EXERCISE OBJECTIVE:
The records follow. Retype them without a single change.

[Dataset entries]
····················

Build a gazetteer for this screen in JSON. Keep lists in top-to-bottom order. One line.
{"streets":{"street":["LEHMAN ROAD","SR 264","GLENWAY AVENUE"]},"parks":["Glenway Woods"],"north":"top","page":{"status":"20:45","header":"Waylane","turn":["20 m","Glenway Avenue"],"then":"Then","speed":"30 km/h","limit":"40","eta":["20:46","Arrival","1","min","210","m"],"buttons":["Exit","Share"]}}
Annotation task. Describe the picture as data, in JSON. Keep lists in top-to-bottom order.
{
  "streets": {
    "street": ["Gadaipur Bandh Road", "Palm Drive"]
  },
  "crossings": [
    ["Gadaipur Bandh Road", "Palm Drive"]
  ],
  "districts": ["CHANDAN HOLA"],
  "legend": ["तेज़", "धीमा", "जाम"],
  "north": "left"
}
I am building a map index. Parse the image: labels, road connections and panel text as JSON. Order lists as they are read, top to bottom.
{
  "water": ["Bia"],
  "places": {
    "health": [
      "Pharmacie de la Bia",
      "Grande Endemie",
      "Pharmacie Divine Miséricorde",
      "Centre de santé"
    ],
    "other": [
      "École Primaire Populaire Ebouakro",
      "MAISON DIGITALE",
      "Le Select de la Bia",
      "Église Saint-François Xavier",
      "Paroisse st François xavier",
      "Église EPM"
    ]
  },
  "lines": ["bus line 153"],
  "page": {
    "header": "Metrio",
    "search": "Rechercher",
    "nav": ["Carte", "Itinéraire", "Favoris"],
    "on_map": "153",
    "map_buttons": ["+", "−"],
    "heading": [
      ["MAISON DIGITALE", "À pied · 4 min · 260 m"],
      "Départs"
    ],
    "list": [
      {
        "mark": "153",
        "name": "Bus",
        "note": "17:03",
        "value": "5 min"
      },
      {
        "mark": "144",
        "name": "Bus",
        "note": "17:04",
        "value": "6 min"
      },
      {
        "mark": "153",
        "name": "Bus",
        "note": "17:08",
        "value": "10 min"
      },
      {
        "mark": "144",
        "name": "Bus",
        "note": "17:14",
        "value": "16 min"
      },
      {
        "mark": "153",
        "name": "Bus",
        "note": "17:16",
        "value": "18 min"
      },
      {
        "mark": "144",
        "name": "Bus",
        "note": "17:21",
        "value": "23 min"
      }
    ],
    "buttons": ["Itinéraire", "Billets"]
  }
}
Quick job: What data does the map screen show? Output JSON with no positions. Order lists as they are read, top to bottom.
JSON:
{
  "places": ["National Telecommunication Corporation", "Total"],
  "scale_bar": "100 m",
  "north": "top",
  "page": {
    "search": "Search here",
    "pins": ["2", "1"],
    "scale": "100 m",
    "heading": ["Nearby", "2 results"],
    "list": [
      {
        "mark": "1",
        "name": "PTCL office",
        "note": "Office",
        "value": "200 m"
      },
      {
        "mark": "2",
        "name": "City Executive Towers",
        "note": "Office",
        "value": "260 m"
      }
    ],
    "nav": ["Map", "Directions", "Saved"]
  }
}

····················

RESPONSE TO THE EXERCISE:
Build a gazetteer for this screen in JSON. Keep lists in top-to-bottom order. One line.
{"streets":{"street":["LEHMAN ROAD","SR 264","GLENWAY AVENUE"]},"parks":["Glenway Woods"],"north":"top","page":{"status":"20:45","header":"Waylane","turn":["20 m","Glenway Avenue"],"then":"Then","speed":"30 km/h","limit":"40","eta":["20:46","Arrival","1","min","210","m"],"buttons":["Exit","Share"]}}
Annotation task. Describe the picture as data, in JSON. Keep lists in top-to-bottom order.
{
  "streets": {
    "street": ["Gadaipur Bandh Road", "Palm Drive"]
  },
  "crossings": [
    ["Gadaipur Bandh Road", "Palm Drive"]
  ],
  "districts": ["CHANDAN HOLA"],
  "legend": ["तेज़", "धीमा", "जाम"],
  "north": "left"
}
I am building a map index. Parse the image: labels, road connections and panel text as JSON. Order lists as they are read, top to bottom.
{
  "water": ["Bia"],
  "places": {
    "health": [
      "Pharmacie de la Bia",
      "Grande Endemie",
      "Pharmacie Divine Miséricorde",
      "Centre de santé"
    ],
    "other": [
      "École Primaire Populaire Ebouakro",
      "MAISON DIGITALE",
      "Le Select de la Bia",
      "Église Saint-François Xavier",
      "Paroisse st François xavier",
      "Église EPM"
    ]
  },
  "lines": ["bus line 153"],
  "page": {
    "header": "Metrio",
    "search": "Rechercher",
    "nav": ["Carte", "Itinéraire", "Favoris"],
    "on_map": "153",
    "map_buttons": ["+", "−"],
    "heading": [
      ["MAISON DIGITALE", "À pied · 4 min · 260 m"],
      "Départs"
    ],
    "list": [
      {
        "mark": "153",
        "name": "Bus",
        "note": "17:03",
        "value": "5 min"
      },
      {
        "mark": "144",
        "name": "Bus",
        "note": "17:04",
        "value": "6 min"
      },
      {
        "mark": "153",
        "name": "Bus",
        "note": "17:08",
        "value": "10 min"
      },
      {
        "mark": "144",
        "name": "Bus",
        "note": "17:14",
        "value": "16 min"
      },
      {
        "mark": "153",
        "name": "Bus",
        "note": "17:16",
        "value": "18 min"
      },
      {
        "mark": "144",
        "name": "Bus",
        "note": "17:21",
        "value": "23 min"
      }
    ],
    "buttons": ["Itinéraire", "Billets"]
  }
}
Quick job: What data does the map screen show? Output JSON with no positions. Order lists as they are read, top to bottom.
JSON:
{
  "places": ["National Telecommunication Corporation", "Total"],
  "scale_bar": "100 m",
  "north": "top",
  "page": {
    "search": "Search here",
    "pins": ["2", "1"],
    "scale": "100 m",
    "heading": ["Nearby", "2 results"],
    "list": [
      {
        "mark": "1",
        "name": "PTCL office",
        "note": "Office",
        "value": "200 m"
      },
      {
        "mark": "2",
        "name": "City Executive Towers",
        "note": "Office",
        "value": "260 m"
      }
    ],
    "nav": ["Map", "Directions", "Saved"]
  }
}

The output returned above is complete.